[Records from a data collection]
----------

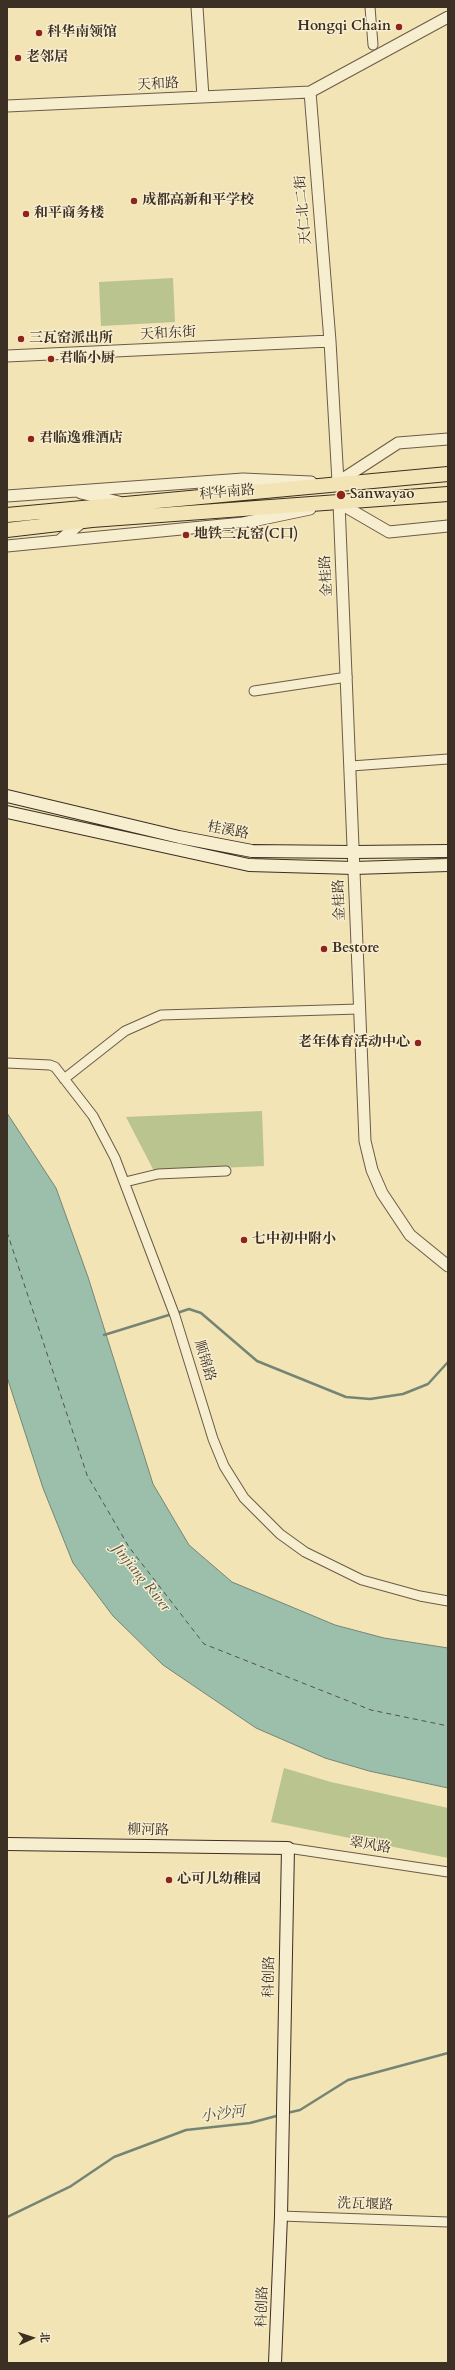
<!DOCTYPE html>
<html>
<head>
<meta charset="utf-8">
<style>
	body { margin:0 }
	#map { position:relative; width:455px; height:2370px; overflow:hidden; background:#f2e4b5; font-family:Cardo,"Noto Serif SC",serif }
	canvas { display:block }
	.frame { position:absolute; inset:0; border:8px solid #3c2f23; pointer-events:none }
	.north { position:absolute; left:12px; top:2318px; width:40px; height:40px; -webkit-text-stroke:3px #f7edcf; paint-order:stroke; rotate:87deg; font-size:11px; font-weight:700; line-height:16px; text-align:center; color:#3c2f23 }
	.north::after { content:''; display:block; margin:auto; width:14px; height:18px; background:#3c2f23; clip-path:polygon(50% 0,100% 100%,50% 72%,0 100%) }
</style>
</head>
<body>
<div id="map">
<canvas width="455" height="2370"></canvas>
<div class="frame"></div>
<div class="north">北</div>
</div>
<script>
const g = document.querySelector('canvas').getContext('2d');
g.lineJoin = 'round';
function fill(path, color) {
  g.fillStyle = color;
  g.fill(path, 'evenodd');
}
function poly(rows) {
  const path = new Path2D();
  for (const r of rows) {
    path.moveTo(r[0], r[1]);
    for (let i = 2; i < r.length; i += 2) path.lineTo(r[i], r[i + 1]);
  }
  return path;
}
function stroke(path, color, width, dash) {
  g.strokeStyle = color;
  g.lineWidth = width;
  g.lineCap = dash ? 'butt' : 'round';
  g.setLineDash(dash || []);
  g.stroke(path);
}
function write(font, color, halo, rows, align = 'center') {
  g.font = font + ' Cardo,"Noto Serif SC",serif';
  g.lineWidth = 3;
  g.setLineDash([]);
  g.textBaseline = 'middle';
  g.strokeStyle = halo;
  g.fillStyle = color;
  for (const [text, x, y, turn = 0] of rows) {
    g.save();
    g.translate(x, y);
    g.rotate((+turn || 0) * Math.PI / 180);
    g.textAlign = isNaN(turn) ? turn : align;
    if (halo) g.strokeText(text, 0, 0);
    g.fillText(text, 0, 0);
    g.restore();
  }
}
const green = poly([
	[173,278,175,322,101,326,99,282],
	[262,1111,264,1166,154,1171,126,1117],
	[284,1768,331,1782,448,1808,448,1858,271,1822]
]);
const water = poly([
	[7,1113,56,1188,88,1277,153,1484,189,1545,232,1582,335,1625,384,1638,448,1648,448,1788,369,1771,325,1758,256,1728,163,1665,113,1616,73,1563,43,1488,7,1377,7,1113]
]);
const stream = poly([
	[177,1313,189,1309,201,1313,257,1361,346,1397,370,1399,403,1394,428,1384,448,1362],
	[104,1335,172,1314],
	[287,2113,300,2110,348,2080,448,2053],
	[7,2217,71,2186,114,2157,186,2130,250,2123,280,2115]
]);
const ferry = poly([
	[7,1232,87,1475,129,1547,204,1644,371,1710,448,1726]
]);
const minor = poly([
	[370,7,373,45],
	[254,691,347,677],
	[351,766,448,759],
	[7,1063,50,1065,55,1067,93,1116,115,1158,175,1316,213,1439,224,1466,244,1498,280,1534,305,1552,362,1580,420,1596,448,1601],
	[64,1079,125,1031,161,1015,359,1009],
	[125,1182,158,1174,226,1171],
	[288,1848,448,1872],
	[281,2216,448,2222]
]);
const tertiary = poly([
	[197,7,203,97],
	[310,92,330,341,338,482],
	[7,106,310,92,448,17],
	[7,356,330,341],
	[335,482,338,482,398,443,448,439],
	[81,493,119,502],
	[7,496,243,479,311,482],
	[336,503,339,503,389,532,448,526],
	[339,503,365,1141,372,1170,382,1193,410,1235,448,1266],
	[59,541,83,521],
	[7,546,243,523,310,509]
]);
const secondary = poly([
	[7,796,179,837,252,851,353,852,448,851],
	[7,812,249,865,354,868,448,865],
	[7,1844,288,1848,281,2216,275,2363]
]);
const trunk = poly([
	[7,515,448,474],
	[7,530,92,520,448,494]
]);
const markers = [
	[399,27,4,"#8f2418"],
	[39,33,4,"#8f2418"],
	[18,58,4,"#8f2418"],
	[134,201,4,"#8f2418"],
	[26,214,4,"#8f2418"],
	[21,339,4,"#8f2418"],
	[51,359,4,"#8f2418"],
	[31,439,4,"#8f2418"],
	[341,495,5,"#8f2418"],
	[186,535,4,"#8f2418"],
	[324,949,4,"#8f2418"],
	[418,1043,4,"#8f2418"],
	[244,1240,4,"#8f2418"],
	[169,1880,4,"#8f2418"]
];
const poiNames = [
	["Hongqi Chain",391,27,"right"],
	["科华南领馆",47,33],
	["老邻居",26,58],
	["成都高新和平学校",142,201],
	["和平商务楼",34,214],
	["三瓦窑派出所",29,339],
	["君临小厨",59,359],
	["君临逸雅酒店",39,439],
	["Sanwayao",350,495],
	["地铁三瓦窑(C口)",194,535],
	["Bestore",332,949],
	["老年体育活动中心",410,1043,"right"],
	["七中初中附小",252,1240],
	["心可儿幼稚园",177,1880]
];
const streetNames = [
	["天和路",158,85,-3],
	["天仁北二街",304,210,-95],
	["天和东街",168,334,-3],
	["科华南路",227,493,-5],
	["金桂路",327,576,-93],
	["桂溪路",228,831,11],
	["金桂路",340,900,-92],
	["顺锦路",204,1361,73],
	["柳河路",148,1831,1],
	["翠风路",370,1846,9],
	["科创路",270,1977,-89],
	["洗瓦堰路",365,2205,2],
	["科创路",263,2307,-88]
];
const waterNames = [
	["Jinjiang River",141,1578,51],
	["小沙河",223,2115,-7]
];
fill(green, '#b9c48e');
fill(water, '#9bbfab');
stroke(water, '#758575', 1);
stroke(stream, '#758575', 2.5);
stroke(ferry, '#545345', 1, [5, 4]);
stroke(minor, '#6a5c48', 11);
stroke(tertiary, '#6a5c48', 13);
stroke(secondary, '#3c2f23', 14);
stroke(trunk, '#3c2f23', 16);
stroke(minor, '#f7edcf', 9);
stroke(tertiary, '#f7edcf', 11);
stroke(secondary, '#f7edcf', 12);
stroke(trunk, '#f2e4b5', 14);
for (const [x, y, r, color] of markers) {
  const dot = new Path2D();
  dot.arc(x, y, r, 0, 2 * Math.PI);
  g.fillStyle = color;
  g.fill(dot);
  stroke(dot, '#f7edcf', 1.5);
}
write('bold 14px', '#3c2f23', '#f7edcf', poiNames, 'left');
write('14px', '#3c2f23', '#f7edcf', streetNames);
write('italic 15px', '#545345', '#f7edcf', waterNames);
</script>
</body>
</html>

----------

» YOUR GOAL
Quote only what lies between the first line of the records and the line containing "[284,1768,331,1782,448,1808,448,1858,271,1822]", please, including both lines and excluding images.

» OUTPUT FOR THIS EXERCISE
<!DOCTYPE html>
<html>
<head>
<meta charset="utf-8">
<style>
	body { margin:0 }
	#map { position:relative; width:455px; height:2370px; overflow:hidden; background:#f2e4b5; font-family:Cardo,"Noto Serif SC",serif }
	canvas { display:block }
	.frame { position:absolute; inset:0; border:8px solid #3c2f23; pointer-events:none }
	.north { position:absolute; left:12px; top:2318px; width:40px; height:40px; -webkit-text-stroke:3px #f7edcf; paint-order:stroke; rotate:87deg; font-size:11px; font-weight:700; line-height:16px; text-align:center; color:#3c2f23 }
	.north::after { content:''; display:block; margin:auto; width:14px; height:18px; background:#3c2f23; clip-path:polygon(50% 0,100% 100%,50% 72%,0 100%) }
</style>
</head>
<body>
<div id="map">
<canvas width="455" height="2370"></canvas>
<div class="frame"></div>
<div class="north">北</div>
</div>
<script>
const g = document.querySelector('canvas').getContext('2d');
g.lineJoin = 'round';
function fill(path, color) {
  g.fillStyle = color;
  g.fill(path, 'evenodd');
}
function poly(rows) {
  const path = new Path2D();
  for (const r of rows) {
    path.moveTo(r[0], r[1]);
    for (let i = 2; i < r.length; i += 2) path.lineTo(r[i], r[i + 1]);
  }
  return path;
}
function stroke(path, color, width, dash) {
  g.strokeStyle = color;
  g.lineWidth = width;
  g.lineCap = dash ? 'butt' : 'round';
  g.setLineDash(dash || []);
  g.stroke(path);
}
function write(font, color, halo, rows, align = 'center') {
  g.font = font + ' Cardo,"Noto Serif SC",serif';
  g.lineWidth = 3;
  g.setLineDash([]);
  g.textBaseline = 'middle';
  g.strokeStyle = halo;
  g.fillStyle = color;
  for (const [text, x, y, turn = 0] of rows) {
    g.save();
    g.translate(x, y);
    g.rotate((+turn || 0) * Math.PI / 180);
    g.textAlign = isNaN(turn) ? turn : align;
    if (halo) g.strokeText(text, 0, 0);
    g.fillText(text, 0, 0);
    g.restore();
  }
}
const green = poly([
	[173,278,175,322,101,326,99,282],
	[262,1111,264,1166,154,1171,126,1117],
	[284,1768,331,1782,448,1808,448,1858,271,1822]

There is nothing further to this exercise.